# springcore villagers



## mykaaaaaaaaaaa (Jun 13, 2021)

ive got an empty plot and i just cant think of any springcore villagers! currently wanting bones.. but lmk of some springcore villlagers!


----------



## tiffanistarr (Jun 13, 2021)

Bones would be great! he's so versatile and goes with pretty much every theme.  Who else do you have? I feel like Lolly, Bunnie, Goldie, Fauna, Daisy, Merry, Cally, Willow, Stella, Maddie, or Skye

Those are just ones that I could think off the top of my head, but there are lots more that go with the springcore theme.


----------



## mykaaaaaaaaaaa (Jun 13, 2021)

tiffanistarr said:


> Bones would be great! he's so versatile and goes with pretty much every theme.  Who else do you have? I feel like Lolly, Bunnie, Goldie, Fauna, Daisy, Merry, Cally, Willow, Stella, Maddie, or Skye
> 
> Those are just ones that I could think off the top of my head, but there are lots more that go with the springcore theme.


i have.. Maddie, Tangy, Raymond, Julian (an autofill) , Goldie, Purrl, Lolly, Daisy and Kiki. any ideas for who else? bones is just hard to get lol.


----------



## tiffanistarr (Jun 13, 2021)

mykaaaaaaaaaaa said:


> i have.. Maddie, Tangy, Raymond, Julian (an autofill) , Goldie, Purrl, Lolly, Daisy and Kiki. any ideas for who else? bones is just hard to get lol.



Well, if you're going villager hunting you have the same odds of seeing Bones as any other villagers but some back ups instead of Bones could be Camo Frog, Ellie, Marty if you have the Sanrio cards, a perfect one could be Papi who is also lazy like bones, he's also very adorable. Rudy, Tad, Weber, and Zucker are also very good choices.


----------



## mykaaaaaaaaaaa (Jun 13, 2021)

tiffanistarr said:


> Well, if you're going villager hunting you have the same odds of seeing Bones as any other villagers but some back ups instead of Bones could be Camo Frog, Ellie, Marty if you have the Sanrio cards, a perfect one could be Papi who is also lazy like bones, he's also very adorable. Rudy, Tad, Weber, and Zucker are also very good choices.


thankyou!


----------



## Kattea (Jun 13, 2021)

For Springcore, I think natural villagers like Maple, Melba, Deirdre, Beau, Erik, Fauna, and Lily.


----------



## WaileaNoRei (Jun 13, 2021)

To me sylvana is probably the most springtimey villager I can think of off my he top of my head. (See her house)
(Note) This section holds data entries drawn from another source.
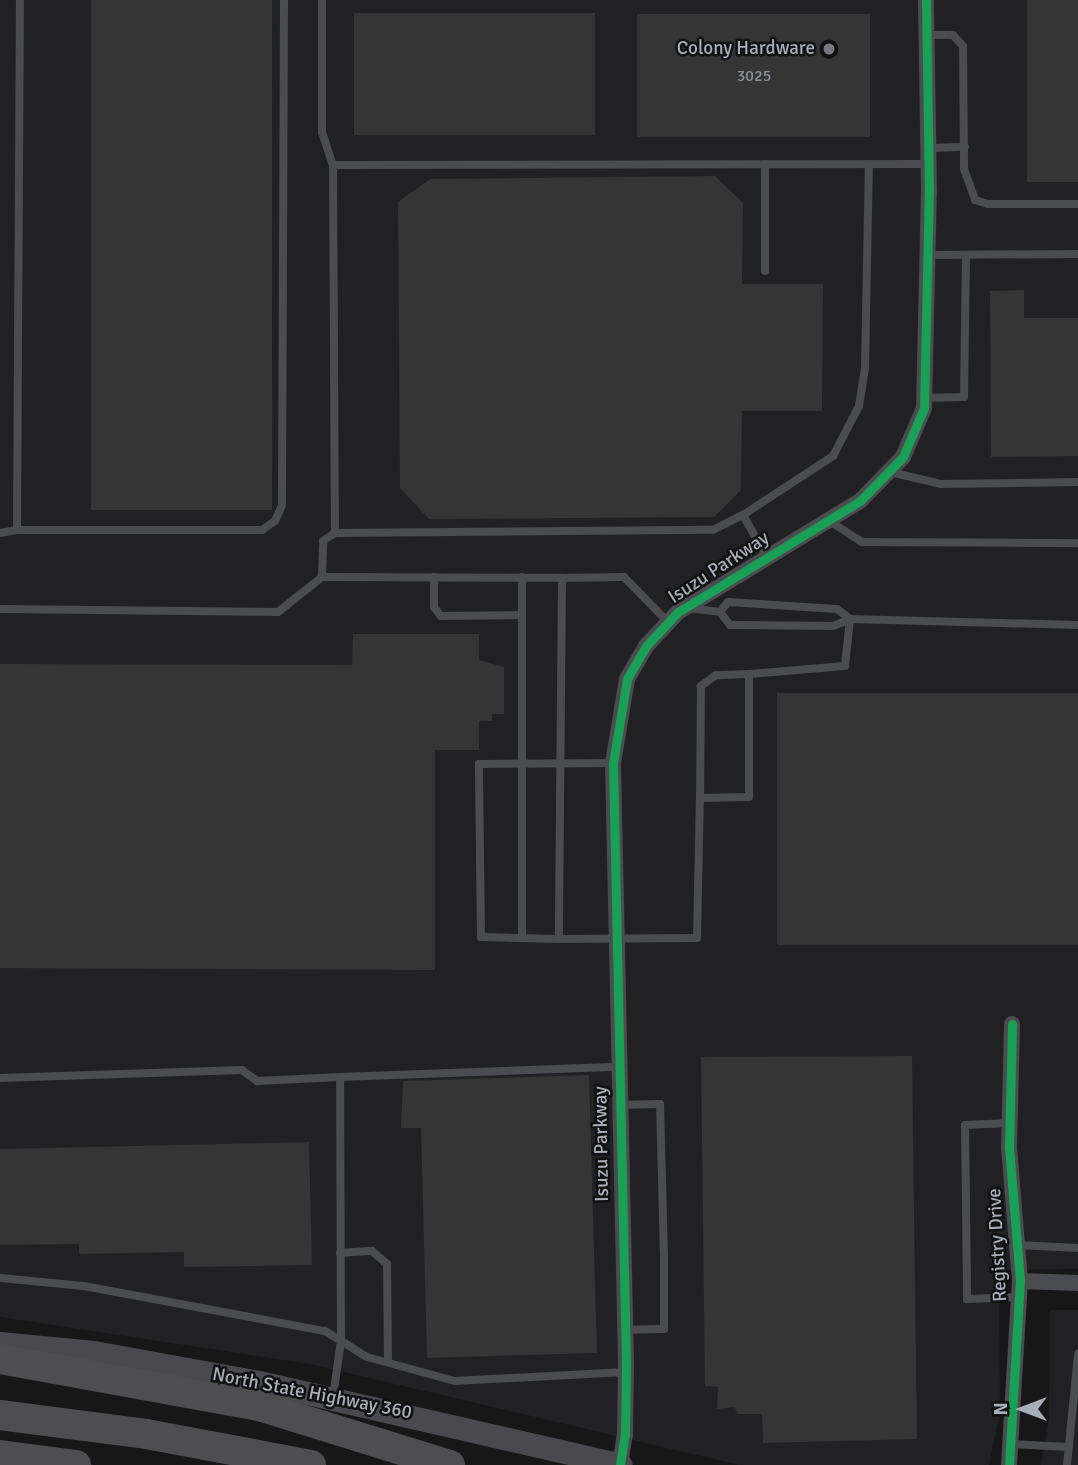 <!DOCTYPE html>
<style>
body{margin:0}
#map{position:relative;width:1078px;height:1465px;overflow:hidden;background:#171717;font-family:Signika,sans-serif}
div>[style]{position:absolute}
.built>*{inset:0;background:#212123}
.building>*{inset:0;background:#353536;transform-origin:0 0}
.service>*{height:8px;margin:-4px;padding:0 4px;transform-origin:4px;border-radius:4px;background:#4b4c50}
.minor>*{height:16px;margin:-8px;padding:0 8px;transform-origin:8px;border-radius:8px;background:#4b4c50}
.secondary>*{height:23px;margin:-11.5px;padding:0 11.5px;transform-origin:11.5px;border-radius:11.5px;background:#4a4a4e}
.motorway>*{height:30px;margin:-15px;padding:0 15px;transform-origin:15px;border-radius:15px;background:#4e4e51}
.cycleway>*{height:9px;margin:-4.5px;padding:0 4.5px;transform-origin:4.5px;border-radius:4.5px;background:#1a9f57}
.dots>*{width:19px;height:19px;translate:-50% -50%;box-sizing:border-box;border:4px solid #111113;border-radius:50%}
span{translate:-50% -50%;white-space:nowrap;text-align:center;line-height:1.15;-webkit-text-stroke:5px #111113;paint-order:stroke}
.number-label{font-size:16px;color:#8b8f98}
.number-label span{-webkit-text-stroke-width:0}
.poi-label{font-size:19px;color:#a8adb8}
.right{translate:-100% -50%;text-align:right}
.street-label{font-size:19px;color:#a8adb8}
.north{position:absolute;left:987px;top:1374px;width:70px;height:70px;-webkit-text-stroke:5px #111113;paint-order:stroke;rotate:270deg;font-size:19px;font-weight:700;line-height:28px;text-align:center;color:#a8adb8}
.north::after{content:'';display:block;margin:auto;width:24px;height:32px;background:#a8adb8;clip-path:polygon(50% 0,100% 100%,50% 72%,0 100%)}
</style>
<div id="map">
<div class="built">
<div style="clip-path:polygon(0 0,1078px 0,1078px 1269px,999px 1270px,1000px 1412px,989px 1465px,739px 1465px,310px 1364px,0 1317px)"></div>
<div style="clip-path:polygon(1050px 1310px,1078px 1310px,1078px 1465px,1041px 1465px,1049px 1418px)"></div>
</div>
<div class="building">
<div style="left:91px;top:0;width:181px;height:510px"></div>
<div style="left:1027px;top:0;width:51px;height:182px"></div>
<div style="left:595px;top:13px;width:122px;height:241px;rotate:90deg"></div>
<div style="left:870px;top:14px;width:123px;height:233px;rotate:90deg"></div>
<div style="clip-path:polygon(715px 176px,743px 203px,742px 284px,823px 284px,822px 411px,742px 411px,741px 490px,714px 517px,429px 519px,400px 488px,398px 202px,430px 179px)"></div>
<div style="clip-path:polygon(1024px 290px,1024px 318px,1078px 318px,1078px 456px,991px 457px,990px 291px)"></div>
<div style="clip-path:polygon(353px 634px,479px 634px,479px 660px,504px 667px,504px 714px,492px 714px,492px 721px,479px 721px,479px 750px,435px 750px,435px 970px,0 968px,0 664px,352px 665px)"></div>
<div style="left:777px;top:693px;width:301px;height:252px"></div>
<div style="clip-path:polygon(912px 1056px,917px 1439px,763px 1443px,762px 1414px,737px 1414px,735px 1407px,717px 1409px,718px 1387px,705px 1386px,701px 1057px)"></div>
<div style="clip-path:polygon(589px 1075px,597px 1353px,427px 1358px,421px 1128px,401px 1128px,403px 1081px)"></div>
<div style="clip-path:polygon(309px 1142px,312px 1265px,184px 1267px,184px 1252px,79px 1254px,79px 1244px,0 1245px,0 1149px)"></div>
</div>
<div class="service">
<div style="left:322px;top:0;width:132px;rotate:90deg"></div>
<div style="left:322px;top:132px;width:35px;rotate:72deg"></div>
<div style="left:333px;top:165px;width:595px;rotate:-0.1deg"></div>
<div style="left:927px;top:35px;width:26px"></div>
<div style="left:953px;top:35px;width:15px;rotate:48deg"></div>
<div style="left:963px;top:46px;width:123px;rotate:89.5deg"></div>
<div style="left:964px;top:169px;width:33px;rotate:70deg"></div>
<div style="left:975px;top:200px;width:14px;rotate:17deg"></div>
<div style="left:988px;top:204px;width:90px"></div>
<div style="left:928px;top:148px;width:37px;rotate:-2deg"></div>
<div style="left:765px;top:164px;width:107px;rotate:90deg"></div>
<div style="left:333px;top:165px;width:368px;rotate:89.7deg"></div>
<div style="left:335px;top:533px;width:378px;rotate:-0.5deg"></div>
<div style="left:713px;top:530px;width:34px;rotate:-27deg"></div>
<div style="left:928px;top:255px;width:150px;rotate:-0.4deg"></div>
<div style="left:924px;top:398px;width:40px;rotate:-1.4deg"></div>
<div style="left:964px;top:397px;width:142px;rotate:-89.2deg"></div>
<div style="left:890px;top:472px;width:52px;rotate:13.2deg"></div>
<div style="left:941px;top:484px;width:137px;rotate:-0.8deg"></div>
<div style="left:831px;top:522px;width:37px;rotate:33deg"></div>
<div style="left:862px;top:542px;width:216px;rotate:0.3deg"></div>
<div style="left:17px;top:530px;width:245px"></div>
<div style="left:262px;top:530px;width:16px;rotate:-35deg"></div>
<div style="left:275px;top:521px;width:17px;rotate:-66deg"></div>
<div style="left:282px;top:505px;width:505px;rotate:-89.77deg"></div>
<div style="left:0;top:533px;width:17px;rotate:-10deg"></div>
<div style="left:17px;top:530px;width:530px;rotate:-89.68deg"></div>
<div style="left:766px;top:556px;width:47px;rotate:-119.3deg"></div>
<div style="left:743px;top:515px;width:108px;rotate:-33.2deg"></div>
<div style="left:833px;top:456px;width:56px;rotate:-62.5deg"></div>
<div style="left:859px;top:406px;width:38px;rotate:-81deg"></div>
<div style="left:865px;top:368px;width:204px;rotate:-88.9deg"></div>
<div style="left:322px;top:577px;width:36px;rotate:-88deg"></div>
<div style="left:323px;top:541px;width:14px;rotate:-34deg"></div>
<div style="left:434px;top:577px;width:30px;rotate:90deg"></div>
<div style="left:434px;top:607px;width:11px;rotate:52deg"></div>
<div style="left:441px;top:616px;width:81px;rotate:-0.7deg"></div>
<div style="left:522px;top:577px;width:361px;rotate:90deg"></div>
<div style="left:688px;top:608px;width:32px;rotate:7deg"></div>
<div style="left:720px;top:612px;width:16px;rotate:52deg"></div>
<div style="left:730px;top:625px;width:103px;rotate:0.6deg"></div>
<div style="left:833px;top:626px;width:18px;rotate:-22deg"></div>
<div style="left:850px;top:619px;width:16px;rotate:-142deg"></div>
<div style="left:837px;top:609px;width:109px;rotate:-176.3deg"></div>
<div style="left:728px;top:602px;width:13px;rotate:129deg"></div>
<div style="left:0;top:609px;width:278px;rotate:0.6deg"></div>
<div style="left:278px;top:612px;width:56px;rotate:-38.5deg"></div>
<div style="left:322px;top:577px;width:240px;rotate:0.2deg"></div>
<div style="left:668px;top:622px;width:63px;rotate:-134.4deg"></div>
<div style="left:624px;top:577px;width:62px;rotate:179.1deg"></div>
<div style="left:562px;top:578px;width:361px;rotate:90.5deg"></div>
<div style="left:559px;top:939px;width:138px;rotate:-0.4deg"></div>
<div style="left:697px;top:938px;width:140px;rotate:-88.8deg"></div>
<div style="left:749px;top:674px;width:33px;rotate:178deg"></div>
<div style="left:716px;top:675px;width:19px;rotate:144deg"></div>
<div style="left:701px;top:686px;width:112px;rotate:90.5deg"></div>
<div style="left:700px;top:798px;width:49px;rotate:-1.2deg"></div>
<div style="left:749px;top:797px;width:123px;rotate:-90deg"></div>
<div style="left:749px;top:674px;width:96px;rotate:-4.8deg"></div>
<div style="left:845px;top:666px;width:47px;rotate:-83.9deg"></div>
<div style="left:850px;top:619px;width:228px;rotate:1.5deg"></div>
<div style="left:559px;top:939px;width:78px;rotate:-178.5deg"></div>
<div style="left:481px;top:937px;width:173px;rotate:-90.7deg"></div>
<div style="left:479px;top:764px;width:134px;rotate:-0.4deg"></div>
<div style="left:0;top:1078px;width:242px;rotate:-1.9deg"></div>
<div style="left:242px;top:1070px;width:19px;rotate:36deg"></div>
<div style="left:257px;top:1081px;width:83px;rotate:-2.8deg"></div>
<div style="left:619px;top:1105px;width:41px;rotate:-1.4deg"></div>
<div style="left:660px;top:1104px;width:153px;rotate:88.5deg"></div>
<div style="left:664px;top:1257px;width:72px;rotate:90deg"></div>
<div style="left:664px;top:1329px;width:39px;rotate:179deg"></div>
<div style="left:1009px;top:1123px;width:44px;rotate:177.4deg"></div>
<div style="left:965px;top:1125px;width:174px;rotate:89.3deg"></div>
<div style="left:967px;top:1299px;width:53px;rotate:-2.2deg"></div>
<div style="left:1017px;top:1245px;width:61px;rotate:2.8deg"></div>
<div style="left:340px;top:1253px;width:32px;rotate:-4deg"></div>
<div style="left:372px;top:1251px;width:20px;rotate:41deg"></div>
<div style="left:387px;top:1264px;width:98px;rotate:89.4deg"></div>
<div style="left:0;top:1278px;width:84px;rotate:5.4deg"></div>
<div style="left:84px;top:1286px;width:245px;rotate:10.6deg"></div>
<div style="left:325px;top:1331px;width:49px;rotate:31.8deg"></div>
<div style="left:367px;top:1357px;width:91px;rotate:15.3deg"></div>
<div style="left:455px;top:1381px;width:171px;rotate:-3deg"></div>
<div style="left:333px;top:1397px;width:57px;rotate:-81.9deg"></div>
<div style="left:341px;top:1341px;width:264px;rotate:-90.2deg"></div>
<div style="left:340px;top:1077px;width:278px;rotate:-2.1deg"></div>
<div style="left:1011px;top:1444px;width:58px;rotate:3deg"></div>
<div style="left:1067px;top:1465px;width:112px;rotate:-84.3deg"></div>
</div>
<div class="minor">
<div style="left:1020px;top:1281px;width:58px;rotate:2deg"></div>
<div style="left:620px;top:1465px;width:30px;rotate:-81deg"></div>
<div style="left:625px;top:1435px;width:71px;rotate:-89.2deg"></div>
<div style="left:626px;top:1364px;width:601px;rotate:-91.24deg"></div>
<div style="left:613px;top:763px;width:85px;rotate:-80.5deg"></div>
<div style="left:627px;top:679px;width:39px;rotate:-60deg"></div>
<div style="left:647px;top:645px;width:45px;rotate:-46.8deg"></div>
<div style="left:678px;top:612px;width:213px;rotate:-31.4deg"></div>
<div style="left:860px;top:501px;width:62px;rotate:-45.7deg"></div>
<div style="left:903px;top:457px;width:53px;rotate:-66.8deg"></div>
<div style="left:924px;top:408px;width:216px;rotate:-88.7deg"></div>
<div style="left:929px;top:192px;width:192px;rotate:-90.9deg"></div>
<div style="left:1009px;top:1465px;width:184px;rotate:-86.6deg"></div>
<div style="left:1020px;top:1281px;width:133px;rotate:-94.7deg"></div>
<div style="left:1009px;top:1148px;width:124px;rotate:-88.6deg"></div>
</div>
<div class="secondary">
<div style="left:0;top:1343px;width:94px;rotate:5.5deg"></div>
<div style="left:94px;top:1352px;width:168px;rotate:10.3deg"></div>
<div style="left:259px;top:1382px;width:371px;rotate:12.9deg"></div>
</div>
<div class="motorway">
<div style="left:0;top:1359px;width:263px;rotate:10.3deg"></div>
<div style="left:259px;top:1406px;width:200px;rotate:17.2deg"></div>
<div style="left:0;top:1415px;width:147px;rotate:7.4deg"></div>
<div style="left:146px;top:1434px;width:168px;rotate:10.6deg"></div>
<div style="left:0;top:1455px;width:77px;rotate:7.5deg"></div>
</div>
<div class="cycleway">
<div style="left:620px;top:1465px;width:30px;rotate:-81deg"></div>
<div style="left:625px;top:1435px;width:71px;rotate:-89.2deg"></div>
<div style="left:626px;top:1364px;width:601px;rotate:-91.24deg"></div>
<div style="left:613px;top:763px;width:85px;rotate:-80.5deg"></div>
<div style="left:627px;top:679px;width:39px;rotate:-60deg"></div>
<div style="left:647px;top:645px;width:45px;rotate:-46.8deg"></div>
<div style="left:678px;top:612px;width:213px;rotate:-31.4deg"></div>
<div style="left:860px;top:501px;width:62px;rotate:-45.7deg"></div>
<div style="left:903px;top:457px;width:53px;rotate:-66.8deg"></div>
<div style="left:924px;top:408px;width:216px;rotate:-88.7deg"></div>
<div style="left:929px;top:192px;width:192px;rotate:-90.9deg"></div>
<div style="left:1009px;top:1465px;width:184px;rotate:-86.6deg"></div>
<div style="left:1020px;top:1281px;width:133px;rotate:-94.7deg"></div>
<div style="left:1009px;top:1148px;width:124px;rotate:-88.6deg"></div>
</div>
<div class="dots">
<div style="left:829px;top:49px;background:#757880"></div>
</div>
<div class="number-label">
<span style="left:754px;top:76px">3025</span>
</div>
<div class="poi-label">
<span class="right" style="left:815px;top:49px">Colony Hardware</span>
</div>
<div class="street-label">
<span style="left:719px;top:568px;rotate:-33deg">Isuzu Parkway</span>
<span style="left:602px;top:1144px;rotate:-91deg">Isuzu Parkway</span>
<span style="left:998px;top:1245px;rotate:-93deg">Registry Drive</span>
<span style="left:312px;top:1394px;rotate:11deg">North State Highway 360</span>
</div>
<div class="north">N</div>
</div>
Maggie would also be great, she is just the best and her light colors would look good in spring. 

for me a spring theme would need a softer color palette (warmer than winter imo, so more yellows than blues and whites?) to make it distinct from summer, fall, or cottagecore.

I admit that I don’t like YouTube and don’t use social media much, so my understanding of springcore could be flawed.

in terms of deer, fauna seems the most spring to me, since she has spots like a baby deer, if her color palette is not too dark for your theme.

i think pinky would look nice, her house would look gorgeous in spring.

Annalisa would look nice in spring too.

Joey maybe, because he is a baby duck?

and then, scrolling through the whole list I’d say off the top of my head: Alice, gala, Goldie, lily, merry, midge, Norma, Rosie, Tammy, tipper, all look like they would fit.


----------



## AccfSally (Jun 13, 2021)

Sylvana and Cally's houses are a spring-theme.

Sylvana's house is Cherry blossom theme. 



Spoiler: Sylvana's room










Cally's house looks like this (not my Cally's house): 



Spoiler: Pic








 and also the exterior of her house is a pretty spring-like green color.




Both their hobbies is Nature, which I think is perfect.


----------